Red Flags Your Dried Beans Have Gone Bad
If you typically rely on the convenience of canned beans and have been ignoring all the benefits of dried beans, it's time you made the switch. Dried beans are affordable, more flavorful, versatile, and boast a crazy-long shelf life. And don't believe the myth: You don't have to worry about the inconvenience of soaking dried beans overnight before they're ready to cook. There are other options to speed up the process, like a quick-soak method involving a short boil, a longer cooking time, or even cooking the dried beans in a pressure cooker like an Instant Pot.
All their benefits acknowledged, though, there are a couple of things you need to look out for when cooking with dried beans. While studies have found that dried beans can potentially hang out in your pantry for up to 30 years under the right conditions, most dried beans that you'll buy at the store will stay good for about a year or so. There are several red flags that can tell you when your dried beans are likely bad. These include dark spots or discoloring on beans that typically are a uniform color, or an "off" or rancid smell. Of course, some red flags are redder than others; if you open your bag of dried beans and see weevils, mold, or pest droppings, throw out the entire bag and check the rest of your pantry for further spoilage or infestations.

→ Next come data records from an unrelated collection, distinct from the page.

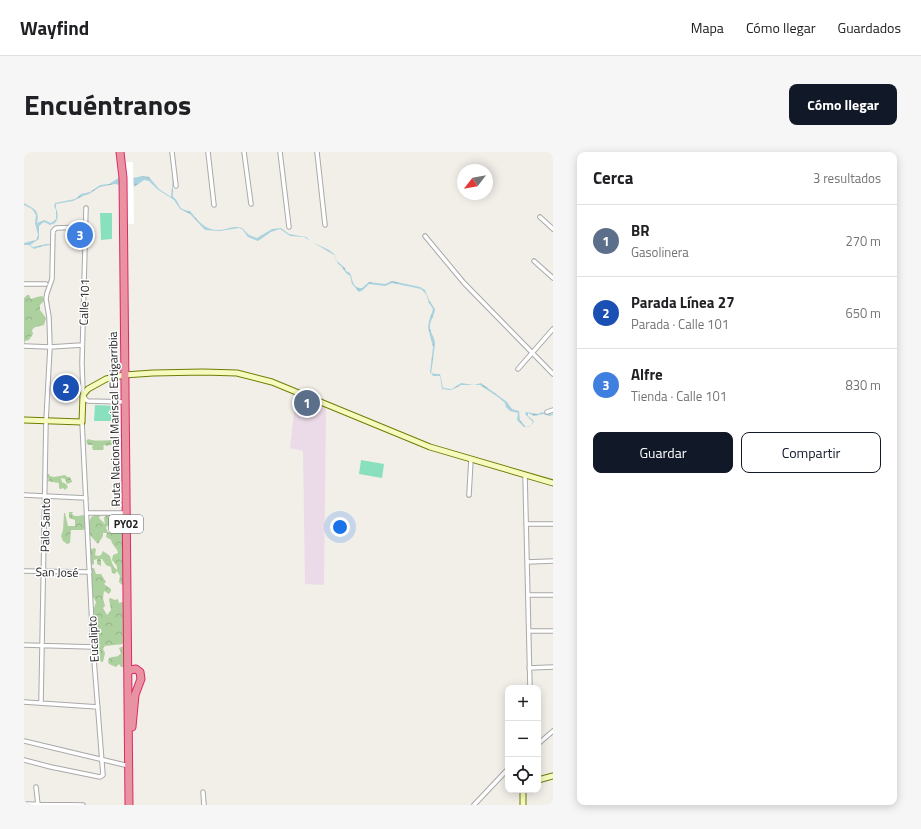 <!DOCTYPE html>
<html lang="es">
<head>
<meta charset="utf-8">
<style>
	body { margin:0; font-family:"Titillium Web",sans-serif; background:#f6f6f6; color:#202124 }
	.controls { position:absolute; right:12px; bottom:12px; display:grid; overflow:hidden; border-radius:8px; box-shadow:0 2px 10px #0003 }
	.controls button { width:36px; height:36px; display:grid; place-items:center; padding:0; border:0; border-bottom:1px solid #e0e0e0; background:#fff; color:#202124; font:20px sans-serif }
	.compass { position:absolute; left:433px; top:12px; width:36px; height:36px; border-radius:50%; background:#fff; box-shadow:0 2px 10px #0003; rotate:239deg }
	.you { position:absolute; left:316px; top:375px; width:14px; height:14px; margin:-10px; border:3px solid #fff; border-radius:50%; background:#1a73e8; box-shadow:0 0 0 6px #1a73e833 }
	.badge { display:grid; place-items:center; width:26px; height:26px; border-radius:50%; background:#111827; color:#fff; font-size:13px; font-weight:700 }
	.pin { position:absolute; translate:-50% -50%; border:2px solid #fff; box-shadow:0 1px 4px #0006 }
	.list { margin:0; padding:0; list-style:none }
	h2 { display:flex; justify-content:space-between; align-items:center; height:52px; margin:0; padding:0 16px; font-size:17px }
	h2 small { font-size:13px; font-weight:400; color:#757577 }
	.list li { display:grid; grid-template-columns:26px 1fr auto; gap:12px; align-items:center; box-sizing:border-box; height:72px; padding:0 16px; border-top:1px solid #e0e0e0 }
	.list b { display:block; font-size:15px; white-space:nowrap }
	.list p { margin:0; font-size:13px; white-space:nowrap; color:#757577 }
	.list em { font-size:13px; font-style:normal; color:#757577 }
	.actions { display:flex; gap:8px; padding:12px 16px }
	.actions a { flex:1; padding:9px 0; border:1px solid #111827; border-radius:8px; text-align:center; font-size:14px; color:#111827 }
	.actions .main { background:#111827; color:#fff }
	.icon { flex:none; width:22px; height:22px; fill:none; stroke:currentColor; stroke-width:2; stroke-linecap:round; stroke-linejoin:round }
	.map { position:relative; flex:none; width:529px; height:653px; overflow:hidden; border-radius:8px }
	header { display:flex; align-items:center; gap:24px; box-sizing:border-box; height:56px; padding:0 20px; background:#fff; border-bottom:1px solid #e0e0e0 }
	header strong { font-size:19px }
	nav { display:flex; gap:22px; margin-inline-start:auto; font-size:14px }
	.intro { display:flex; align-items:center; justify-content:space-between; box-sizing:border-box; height:96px; padding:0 24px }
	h1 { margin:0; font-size:28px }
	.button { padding:10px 18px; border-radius:8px; background:#111827; color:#fff; font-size:14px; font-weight:700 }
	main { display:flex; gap:24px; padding:0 24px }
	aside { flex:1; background:#fff; border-radius:8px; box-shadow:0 2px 10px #0003 }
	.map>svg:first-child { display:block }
	.industrial { fill:#ebdbe8 }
	.forest { fill:url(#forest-crowns) }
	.pitch { fill:#88e0be }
	.water { fill:url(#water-ripples) }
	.pier { fill:#fff }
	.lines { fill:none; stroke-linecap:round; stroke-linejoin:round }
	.street-casing { stroke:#a9a9a9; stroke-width:5.5 }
	.secondary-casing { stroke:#707d05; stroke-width:7 }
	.highway-casing { stroke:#dc2a67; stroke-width:9 }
	.street { stroke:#fff; stroke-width:3.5 }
	.secondary { stroke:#f7fabf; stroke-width:5 }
	.highway { stroke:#e892a2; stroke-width:7 }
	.labels { text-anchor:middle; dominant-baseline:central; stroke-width:3; stroke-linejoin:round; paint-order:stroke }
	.shield { fill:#fff; stroke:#646464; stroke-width:1 }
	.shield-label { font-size:11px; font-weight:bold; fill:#222 }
	.street-label { font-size:12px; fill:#222; stroke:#fff }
</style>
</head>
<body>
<header>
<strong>Wayfind</strong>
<nav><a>Mapa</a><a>Cómo llegar</a><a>Guardados</a></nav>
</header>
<div class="intro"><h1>Encuéntranos</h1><a class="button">Cómo llegar</a></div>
<main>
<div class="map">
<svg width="529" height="653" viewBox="0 0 529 653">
	<defs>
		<pattern id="forest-crowns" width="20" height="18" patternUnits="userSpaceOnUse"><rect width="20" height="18" fill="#add19e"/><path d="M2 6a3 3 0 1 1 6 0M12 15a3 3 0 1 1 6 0" fill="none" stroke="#95b388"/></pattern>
		<pattern id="water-ripples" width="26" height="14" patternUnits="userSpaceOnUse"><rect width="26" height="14" fill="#aad3df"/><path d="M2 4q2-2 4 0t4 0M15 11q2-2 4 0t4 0" fill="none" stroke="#92b5bf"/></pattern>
	</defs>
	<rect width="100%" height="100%" fill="#f2efe9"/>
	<path class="industrial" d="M272,242L302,256L300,433L281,432L279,299L266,296Z"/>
	<path class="forest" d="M3,143H5L7,147L13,145L18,144L20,146V149L16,153V158L22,166L20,173C15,175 12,173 8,178L9,182L5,188L1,189L0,193V146Z
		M64,287C75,291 86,285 97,291L94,295H93L92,293H86L83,294L81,293L79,294L80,296L79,298H69L68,295L69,293H64L62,289Z
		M23,322H25L26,324L30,325L41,323L43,325H46L48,330L43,332L41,327L37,326L38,330L42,332L44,335L41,338L39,336L36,337L35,335V331L23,329L25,327L23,325Z
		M45,360H49L48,362C52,366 56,363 60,363L62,369L61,373L63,375L59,378H47L46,391L43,392L39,389L37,384L39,378L40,361H41L44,374H51V368L45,366Z
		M73,362L76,364L75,366L81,372L80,366L83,362H88L93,372L90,374H83L82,376L84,380L87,381L91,379L93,373L99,374V432L98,433L95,430L96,424L93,419L91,422L88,421L87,415L82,413L78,407H77V414L73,412V407L70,408V412L68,413L67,412V397L71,396L72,398L71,403L74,404L77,403L79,399L86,404C88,411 89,415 93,418V414L88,408L89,403L94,401L93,398L88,391L87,388L82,385L83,381H79V384L74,392L64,381C64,373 64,365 73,362Z
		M68,416H70L72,422H77L82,430L80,432L87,437V439L85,442L80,439L79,446L81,454L79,456L83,463L87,458L85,447L86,446L91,448L94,447L95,451L101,449L102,486L100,492L81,494L79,497L81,501L79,510L73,509V495L70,494V483L72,480L69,475V471L71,469L68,462L72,450L68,443Z
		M99,494L101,496L100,515H97L95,512L92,515L85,512L84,510L85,506C89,504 94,506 97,501L95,496Z"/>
	<path class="pitch" d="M76,61H88V87L77,88Z
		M71,253L94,254V269H70Z
		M337,308L360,312L358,326L335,322Z"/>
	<path class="water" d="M118,24L125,25L135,37L147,45L149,26V45C157,50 152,58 166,59C177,72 183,81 202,77C208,75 211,74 218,76L225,83L233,86L248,77L257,76L265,82L282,85L288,90L305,98L310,102L313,109L321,116L322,119L326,121C329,128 328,136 338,136L345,130L361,132L368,129L396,135L401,138L405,148L411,157C411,163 406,168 406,175C406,180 410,184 411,190C411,193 408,218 407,221L411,222H416L419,236L428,237L437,231L450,233L457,231L483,250L488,257L495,259L496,268L502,275L506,274L509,270L501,262L502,260L514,262L518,260L523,262H529V263L525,264L519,262L510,264L504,261V264L509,268L510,270L505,275H500L493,268L494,261L486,259L482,255L481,251L474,245L456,233H437L430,237L426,238L418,237L416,224H409L406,220L409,195L404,176L405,169L409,157L405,151L402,142L397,137L368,131L361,134L345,132L339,138L335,140L328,132L326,124L322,121L317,114L314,112L310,103L280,85L266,84L256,77L247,80L234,89L224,85L218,77L215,76L196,79L181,78L166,62L156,57L150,48L133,37L125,29L120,28L110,35L109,26Z
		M96,25V33L91,32L76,35L65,42L59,44L49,49L32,52C31,59 37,63 31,71L26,73L20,70L15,74V87L6,93L9,95L22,92H27V115L26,93L19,94L10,97L5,93H0V91L12,88L14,83L11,71L12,63L8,57L0,53V51C10,57 16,58 13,71L20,68L27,71L32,67V58L30,54L31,51L51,47L57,42L66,40L76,33L85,32Z"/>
	<path class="pier" d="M95,10H109L110,72H96Z"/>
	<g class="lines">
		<defs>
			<path id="street" d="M148,0L152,34
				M184,0L190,53
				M220,0L227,52
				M256,0L265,75
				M293,0L301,73
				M62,56L58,211L59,243L62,248L64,249L101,250
				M516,65L529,77
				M401,84L440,131L529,222
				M510,109L529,126
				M0,132H22
				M0,194L26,195L58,193
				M494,217L529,177
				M523,260L529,258
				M501,323L506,536
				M0,343L62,346
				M445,343L447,307
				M63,361H102
				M502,372H529
				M503,410L529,409
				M0,419L66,420
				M504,443H529
				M505,479H529
				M0,493L69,495
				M505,516L529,515
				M0,550L74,555
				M17,551L22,269L26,195L25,165L22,147L23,141L28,127L29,79L32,76L62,75
				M0,589L105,614
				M514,592L529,579
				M0,608L27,615L76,625L79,623L69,495L58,270
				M12,635L14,653
				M179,640L180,653
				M0,652L59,653
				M450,653L484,617"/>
			<path id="secondary" d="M0,268L58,270L59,243L64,237L82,227L100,223L129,221L179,220L213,221L248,230L406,295L529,331
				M514,628L529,624
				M499,638V653"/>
			<path id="highway" d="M96,0L99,26L105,653
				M104,521L106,518L112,517L116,520L117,527L111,543L108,575"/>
		</defs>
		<use href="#street" class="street-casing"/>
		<use href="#secondary" class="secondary-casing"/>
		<use href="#highway" class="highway-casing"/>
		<use href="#street" class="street"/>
		<use href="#secondary" class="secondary"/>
		<use href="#highway" class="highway"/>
	</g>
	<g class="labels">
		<rect class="shield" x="85" y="363" width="34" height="18" rx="3"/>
		<g class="shield-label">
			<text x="102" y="372">PY02</text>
		</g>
		<g class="street-label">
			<text transform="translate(60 150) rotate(-88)">Calle 101</text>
			<text transform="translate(90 267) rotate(-91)">Ruta Nacional Mariscal Estigarribia</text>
			<text transform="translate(21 373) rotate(-89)">Palo Santo</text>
			<text transform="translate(33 420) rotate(1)">San José</text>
			<text transform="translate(69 487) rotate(-93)">Eucalipto</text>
		</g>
	</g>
</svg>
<div class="controls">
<button>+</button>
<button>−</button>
<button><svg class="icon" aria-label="locate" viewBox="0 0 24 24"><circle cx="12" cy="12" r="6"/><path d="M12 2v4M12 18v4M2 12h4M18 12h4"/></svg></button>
</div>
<svg class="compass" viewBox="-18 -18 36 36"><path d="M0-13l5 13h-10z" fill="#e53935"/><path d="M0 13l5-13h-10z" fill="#757577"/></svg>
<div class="you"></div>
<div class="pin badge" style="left:283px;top:251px;background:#5c6f8a">1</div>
<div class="pin badge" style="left:42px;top:236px;background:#1a4fb4">2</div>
<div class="pin badge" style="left:56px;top:83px;background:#3f7fe0">3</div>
</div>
<aside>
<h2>Cerca<small>3 resultados</small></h2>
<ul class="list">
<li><span class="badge" style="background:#5c6f8a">1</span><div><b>BR</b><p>Gasolinera</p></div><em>270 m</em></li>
<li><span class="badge" style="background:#1a4fb4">2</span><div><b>Parada Línea 27</b><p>Parada · Calle 101</p></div><em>650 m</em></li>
<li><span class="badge" style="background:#3f7fe0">3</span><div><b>Alfre</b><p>Tienda · Calle 101</p></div><em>830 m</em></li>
</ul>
<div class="actions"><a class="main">Guardar</a><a>Compartir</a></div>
</aside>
</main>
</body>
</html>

How to extend the lifespan of your dried beans
If you want to make your dried beans last as long as possible there are a few things you can do. Proper storage is the most important factor. After purchasing dried beans, remove them from the store's plastic bag and transfer them to a food-safe, air-tight container. Tuck the beans into the back of your pantry, away from sunlight, and keep them cool and dry. You can also store dried beans in your freezer, in labeled freezer bags.
If you store your dried beans properly and wait a year, it's very possible that you could find no evidence that they've gone bad. They'll still be safe to eat, but you may find that they require more cooking in order to soften, they don't quite taste the same, and they provide less nutritional value than they might otherwise. Dried beans are, as the name suggests, dehydrated, and they become more dry the longer they sit in your cupboard. Drier beans will take longer to cook. If you've got a bag of older beans that don't smell bad or show any signs of discoloration or mold, you might want not want to skip the extra step of soaking them overnight, as this rehydration will help them to cook more evenly. You can also try adding a pinch of baking soda as you cook them.